WHAT IS EXPECTED:
Go to the line that contains "la<br>Peña / C.S. Picarral</span>" and transcribe from there to the end of the entries, that line and the last one included.

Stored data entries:
%%

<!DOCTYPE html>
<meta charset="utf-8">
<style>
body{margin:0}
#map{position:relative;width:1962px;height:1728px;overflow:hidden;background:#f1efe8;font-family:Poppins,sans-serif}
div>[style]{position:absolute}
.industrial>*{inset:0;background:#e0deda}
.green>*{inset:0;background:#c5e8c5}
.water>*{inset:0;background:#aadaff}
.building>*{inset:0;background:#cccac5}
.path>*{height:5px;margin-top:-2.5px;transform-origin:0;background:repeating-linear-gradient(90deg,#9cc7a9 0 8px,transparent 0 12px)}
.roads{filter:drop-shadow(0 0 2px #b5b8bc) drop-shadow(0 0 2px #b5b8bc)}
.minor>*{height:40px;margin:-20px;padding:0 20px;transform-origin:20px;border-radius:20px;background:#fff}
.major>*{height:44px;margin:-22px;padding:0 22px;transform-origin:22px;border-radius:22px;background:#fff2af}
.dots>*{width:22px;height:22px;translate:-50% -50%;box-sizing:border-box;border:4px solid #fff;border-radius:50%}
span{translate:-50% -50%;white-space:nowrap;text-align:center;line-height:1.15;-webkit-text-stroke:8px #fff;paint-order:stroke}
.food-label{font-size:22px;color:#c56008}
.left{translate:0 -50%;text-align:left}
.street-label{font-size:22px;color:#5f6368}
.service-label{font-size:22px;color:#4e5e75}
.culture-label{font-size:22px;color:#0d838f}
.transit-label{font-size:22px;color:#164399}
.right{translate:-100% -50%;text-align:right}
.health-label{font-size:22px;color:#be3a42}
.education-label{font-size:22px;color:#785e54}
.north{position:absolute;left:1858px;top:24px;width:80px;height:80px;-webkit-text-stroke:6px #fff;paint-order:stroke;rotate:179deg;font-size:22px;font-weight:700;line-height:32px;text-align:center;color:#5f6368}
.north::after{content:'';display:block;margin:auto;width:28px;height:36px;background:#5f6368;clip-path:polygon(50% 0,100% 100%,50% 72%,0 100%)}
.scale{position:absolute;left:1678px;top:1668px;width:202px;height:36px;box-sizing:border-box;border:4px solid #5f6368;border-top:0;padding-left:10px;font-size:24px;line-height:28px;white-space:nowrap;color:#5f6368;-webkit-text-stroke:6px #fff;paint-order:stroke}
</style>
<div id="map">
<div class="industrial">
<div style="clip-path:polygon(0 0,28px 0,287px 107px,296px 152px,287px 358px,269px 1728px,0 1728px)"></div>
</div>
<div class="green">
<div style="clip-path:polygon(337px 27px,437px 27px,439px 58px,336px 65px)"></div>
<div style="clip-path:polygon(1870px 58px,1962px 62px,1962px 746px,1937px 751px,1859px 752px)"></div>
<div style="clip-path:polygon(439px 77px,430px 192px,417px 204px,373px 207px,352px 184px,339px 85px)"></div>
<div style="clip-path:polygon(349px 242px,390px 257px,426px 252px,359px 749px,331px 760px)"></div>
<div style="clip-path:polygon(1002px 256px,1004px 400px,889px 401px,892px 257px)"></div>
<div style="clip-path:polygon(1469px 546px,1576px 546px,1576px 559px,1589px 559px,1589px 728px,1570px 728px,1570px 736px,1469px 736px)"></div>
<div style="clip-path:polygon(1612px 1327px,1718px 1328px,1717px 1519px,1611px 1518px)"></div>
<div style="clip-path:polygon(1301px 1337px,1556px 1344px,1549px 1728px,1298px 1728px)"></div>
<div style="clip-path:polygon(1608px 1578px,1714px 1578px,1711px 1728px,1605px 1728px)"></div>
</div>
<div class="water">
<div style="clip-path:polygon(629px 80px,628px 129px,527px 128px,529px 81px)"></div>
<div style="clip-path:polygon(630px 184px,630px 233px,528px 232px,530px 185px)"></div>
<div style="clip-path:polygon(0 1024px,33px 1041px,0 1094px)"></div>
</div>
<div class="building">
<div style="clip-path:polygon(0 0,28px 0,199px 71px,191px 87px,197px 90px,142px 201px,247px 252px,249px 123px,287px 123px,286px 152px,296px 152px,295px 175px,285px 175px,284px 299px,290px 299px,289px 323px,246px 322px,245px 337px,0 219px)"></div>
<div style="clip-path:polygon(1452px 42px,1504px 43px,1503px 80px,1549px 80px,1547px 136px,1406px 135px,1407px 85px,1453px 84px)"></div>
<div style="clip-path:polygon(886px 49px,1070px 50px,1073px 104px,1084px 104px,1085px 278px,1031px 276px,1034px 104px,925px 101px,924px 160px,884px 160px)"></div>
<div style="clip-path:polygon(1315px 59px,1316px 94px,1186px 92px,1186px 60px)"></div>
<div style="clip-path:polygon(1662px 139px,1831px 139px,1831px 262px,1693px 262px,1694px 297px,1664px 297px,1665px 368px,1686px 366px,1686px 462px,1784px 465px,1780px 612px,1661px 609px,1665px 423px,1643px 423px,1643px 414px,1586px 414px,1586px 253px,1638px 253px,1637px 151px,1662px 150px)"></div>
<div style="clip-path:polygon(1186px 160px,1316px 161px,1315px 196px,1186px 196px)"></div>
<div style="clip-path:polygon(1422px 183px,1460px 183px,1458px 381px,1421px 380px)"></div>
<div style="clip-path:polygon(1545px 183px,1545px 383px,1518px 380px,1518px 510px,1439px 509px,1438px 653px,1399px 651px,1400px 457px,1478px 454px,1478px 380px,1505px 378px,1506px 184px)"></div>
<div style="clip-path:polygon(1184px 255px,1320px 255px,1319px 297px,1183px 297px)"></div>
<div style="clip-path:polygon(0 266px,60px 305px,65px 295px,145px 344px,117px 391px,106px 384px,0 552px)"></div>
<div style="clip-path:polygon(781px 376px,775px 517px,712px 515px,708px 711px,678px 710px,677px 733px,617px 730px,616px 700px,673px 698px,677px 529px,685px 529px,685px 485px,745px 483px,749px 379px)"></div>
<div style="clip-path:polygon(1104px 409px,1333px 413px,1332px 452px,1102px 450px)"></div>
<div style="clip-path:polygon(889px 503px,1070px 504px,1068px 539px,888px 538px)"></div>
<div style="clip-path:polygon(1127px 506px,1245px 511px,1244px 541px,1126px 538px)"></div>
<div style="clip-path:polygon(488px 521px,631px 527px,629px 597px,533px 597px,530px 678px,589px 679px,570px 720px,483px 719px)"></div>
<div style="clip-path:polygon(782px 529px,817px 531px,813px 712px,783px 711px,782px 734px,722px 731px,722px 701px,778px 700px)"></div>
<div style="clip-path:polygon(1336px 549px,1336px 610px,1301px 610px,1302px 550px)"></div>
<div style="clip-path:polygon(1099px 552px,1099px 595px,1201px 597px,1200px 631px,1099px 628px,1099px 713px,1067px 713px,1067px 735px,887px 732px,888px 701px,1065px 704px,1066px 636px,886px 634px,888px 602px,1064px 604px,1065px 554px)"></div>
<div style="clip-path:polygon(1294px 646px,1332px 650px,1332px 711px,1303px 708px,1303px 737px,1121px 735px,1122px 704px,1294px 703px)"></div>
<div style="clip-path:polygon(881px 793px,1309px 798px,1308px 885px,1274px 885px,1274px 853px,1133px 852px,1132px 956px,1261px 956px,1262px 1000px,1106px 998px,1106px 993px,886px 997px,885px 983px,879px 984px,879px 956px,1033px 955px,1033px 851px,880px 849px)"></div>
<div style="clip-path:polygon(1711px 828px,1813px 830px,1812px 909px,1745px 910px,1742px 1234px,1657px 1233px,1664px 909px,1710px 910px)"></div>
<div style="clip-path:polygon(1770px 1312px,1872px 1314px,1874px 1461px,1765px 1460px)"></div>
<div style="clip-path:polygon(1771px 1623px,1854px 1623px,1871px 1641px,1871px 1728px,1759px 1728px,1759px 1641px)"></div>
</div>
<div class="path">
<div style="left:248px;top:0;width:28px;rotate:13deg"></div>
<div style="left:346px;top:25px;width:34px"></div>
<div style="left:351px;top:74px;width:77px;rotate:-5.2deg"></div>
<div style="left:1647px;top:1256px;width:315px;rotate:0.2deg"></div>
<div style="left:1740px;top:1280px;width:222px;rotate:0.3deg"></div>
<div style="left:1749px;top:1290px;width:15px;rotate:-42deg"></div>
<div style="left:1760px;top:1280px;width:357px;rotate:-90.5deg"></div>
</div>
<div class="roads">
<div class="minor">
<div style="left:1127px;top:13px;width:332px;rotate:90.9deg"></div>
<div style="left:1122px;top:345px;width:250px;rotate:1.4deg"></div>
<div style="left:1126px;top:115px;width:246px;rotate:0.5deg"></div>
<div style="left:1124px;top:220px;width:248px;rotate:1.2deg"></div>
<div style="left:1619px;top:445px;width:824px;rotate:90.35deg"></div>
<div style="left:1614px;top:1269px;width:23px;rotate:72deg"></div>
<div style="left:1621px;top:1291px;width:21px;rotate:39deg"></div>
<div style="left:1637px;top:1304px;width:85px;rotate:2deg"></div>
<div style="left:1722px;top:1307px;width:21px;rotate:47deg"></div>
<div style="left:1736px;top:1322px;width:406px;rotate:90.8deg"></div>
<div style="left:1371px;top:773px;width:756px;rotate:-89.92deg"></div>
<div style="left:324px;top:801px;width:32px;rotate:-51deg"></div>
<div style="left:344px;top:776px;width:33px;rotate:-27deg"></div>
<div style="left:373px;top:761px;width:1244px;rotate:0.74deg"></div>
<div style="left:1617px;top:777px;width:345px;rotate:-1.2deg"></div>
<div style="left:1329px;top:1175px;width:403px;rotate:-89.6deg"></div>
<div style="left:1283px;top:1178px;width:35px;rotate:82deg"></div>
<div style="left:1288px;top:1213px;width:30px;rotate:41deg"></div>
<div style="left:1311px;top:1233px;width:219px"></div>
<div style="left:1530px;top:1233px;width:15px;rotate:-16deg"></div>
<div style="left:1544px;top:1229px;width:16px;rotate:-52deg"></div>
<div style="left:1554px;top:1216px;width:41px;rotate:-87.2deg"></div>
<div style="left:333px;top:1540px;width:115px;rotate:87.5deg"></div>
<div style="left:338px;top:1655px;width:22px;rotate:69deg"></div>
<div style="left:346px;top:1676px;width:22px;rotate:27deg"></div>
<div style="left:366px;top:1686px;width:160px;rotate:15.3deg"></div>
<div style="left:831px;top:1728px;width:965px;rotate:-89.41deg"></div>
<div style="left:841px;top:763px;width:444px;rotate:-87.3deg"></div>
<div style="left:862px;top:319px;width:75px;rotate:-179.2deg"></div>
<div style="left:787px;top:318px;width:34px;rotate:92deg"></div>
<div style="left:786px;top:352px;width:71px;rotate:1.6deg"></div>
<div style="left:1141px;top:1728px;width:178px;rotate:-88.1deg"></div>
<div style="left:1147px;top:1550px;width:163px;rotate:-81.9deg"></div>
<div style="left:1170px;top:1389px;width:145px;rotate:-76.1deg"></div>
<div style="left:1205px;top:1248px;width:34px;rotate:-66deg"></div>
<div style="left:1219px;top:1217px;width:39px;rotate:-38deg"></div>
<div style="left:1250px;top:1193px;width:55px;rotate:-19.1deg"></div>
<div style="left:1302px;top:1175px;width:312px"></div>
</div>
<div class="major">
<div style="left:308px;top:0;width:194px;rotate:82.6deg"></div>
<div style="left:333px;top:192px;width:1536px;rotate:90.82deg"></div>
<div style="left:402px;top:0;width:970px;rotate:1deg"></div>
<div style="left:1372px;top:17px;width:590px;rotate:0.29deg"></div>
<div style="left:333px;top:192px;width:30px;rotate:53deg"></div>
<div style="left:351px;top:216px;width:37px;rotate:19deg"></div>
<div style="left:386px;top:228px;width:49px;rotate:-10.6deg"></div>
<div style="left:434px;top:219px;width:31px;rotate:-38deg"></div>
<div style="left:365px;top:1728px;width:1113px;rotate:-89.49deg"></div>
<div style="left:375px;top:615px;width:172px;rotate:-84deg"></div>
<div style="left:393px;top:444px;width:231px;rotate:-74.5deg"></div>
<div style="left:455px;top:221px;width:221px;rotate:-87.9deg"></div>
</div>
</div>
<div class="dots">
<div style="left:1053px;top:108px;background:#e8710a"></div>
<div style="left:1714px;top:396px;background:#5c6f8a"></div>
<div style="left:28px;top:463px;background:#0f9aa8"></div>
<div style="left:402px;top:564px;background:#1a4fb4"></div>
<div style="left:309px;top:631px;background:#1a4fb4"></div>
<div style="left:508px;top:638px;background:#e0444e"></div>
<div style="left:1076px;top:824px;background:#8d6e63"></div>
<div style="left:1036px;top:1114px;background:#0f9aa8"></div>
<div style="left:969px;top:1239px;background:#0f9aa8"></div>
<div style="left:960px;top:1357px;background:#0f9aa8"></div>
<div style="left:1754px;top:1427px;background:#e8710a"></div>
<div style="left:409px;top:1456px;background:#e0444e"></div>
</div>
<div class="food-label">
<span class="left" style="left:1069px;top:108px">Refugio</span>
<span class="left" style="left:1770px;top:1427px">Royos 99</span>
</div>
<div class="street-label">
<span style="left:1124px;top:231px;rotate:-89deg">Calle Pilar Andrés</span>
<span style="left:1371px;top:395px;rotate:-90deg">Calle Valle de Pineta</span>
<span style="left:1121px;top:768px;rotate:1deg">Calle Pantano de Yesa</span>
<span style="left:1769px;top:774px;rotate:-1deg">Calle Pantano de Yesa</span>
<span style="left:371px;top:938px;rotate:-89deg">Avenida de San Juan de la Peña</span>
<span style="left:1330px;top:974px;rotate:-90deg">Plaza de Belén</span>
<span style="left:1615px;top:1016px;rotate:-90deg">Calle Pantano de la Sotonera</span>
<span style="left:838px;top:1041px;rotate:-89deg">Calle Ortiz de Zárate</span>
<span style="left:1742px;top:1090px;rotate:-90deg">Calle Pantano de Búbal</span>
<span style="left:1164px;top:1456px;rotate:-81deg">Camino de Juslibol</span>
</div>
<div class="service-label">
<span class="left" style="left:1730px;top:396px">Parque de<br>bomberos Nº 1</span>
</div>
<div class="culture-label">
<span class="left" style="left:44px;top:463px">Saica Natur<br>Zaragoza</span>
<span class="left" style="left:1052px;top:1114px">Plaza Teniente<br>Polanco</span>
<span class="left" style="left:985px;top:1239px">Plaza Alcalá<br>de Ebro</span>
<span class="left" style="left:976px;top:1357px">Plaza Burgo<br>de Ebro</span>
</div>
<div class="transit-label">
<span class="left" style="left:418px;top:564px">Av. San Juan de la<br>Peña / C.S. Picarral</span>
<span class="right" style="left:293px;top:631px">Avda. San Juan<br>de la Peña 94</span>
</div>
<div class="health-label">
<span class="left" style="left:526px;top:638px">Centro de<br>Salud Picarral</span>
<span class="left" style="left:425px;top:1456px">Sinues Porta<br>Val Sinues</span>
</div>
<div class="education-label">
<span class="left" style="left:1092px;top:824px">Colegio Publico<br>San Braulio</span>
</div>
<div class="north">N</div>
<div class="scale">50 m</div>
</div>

%%

OUTPUT FOR THIS EXERCISE:
<span class="left" style="left:418px;top:564px">Av. San Juan de la<br>Peña / C.S. Picarral</span>
<span class="right" style="left:293px;top:631px">Avda. San Juan<br>de la Peña 94</span>
</div>
<div class="health-label">
<span class="left" style="left:526px;top:638px">Centro de<br>Salud Picarral</span>
<span class="left" style="left:425px;top:1456px">Sinues Porta<br>Val Sinues</span>
</div>
<div class="education-label">
<span class="left" style="left:1092px;top:824px">Colegio Publico<br>San Braulio</span>
</div>
<div class="north">N</div>
<div class="scale">50 m</div>
</div>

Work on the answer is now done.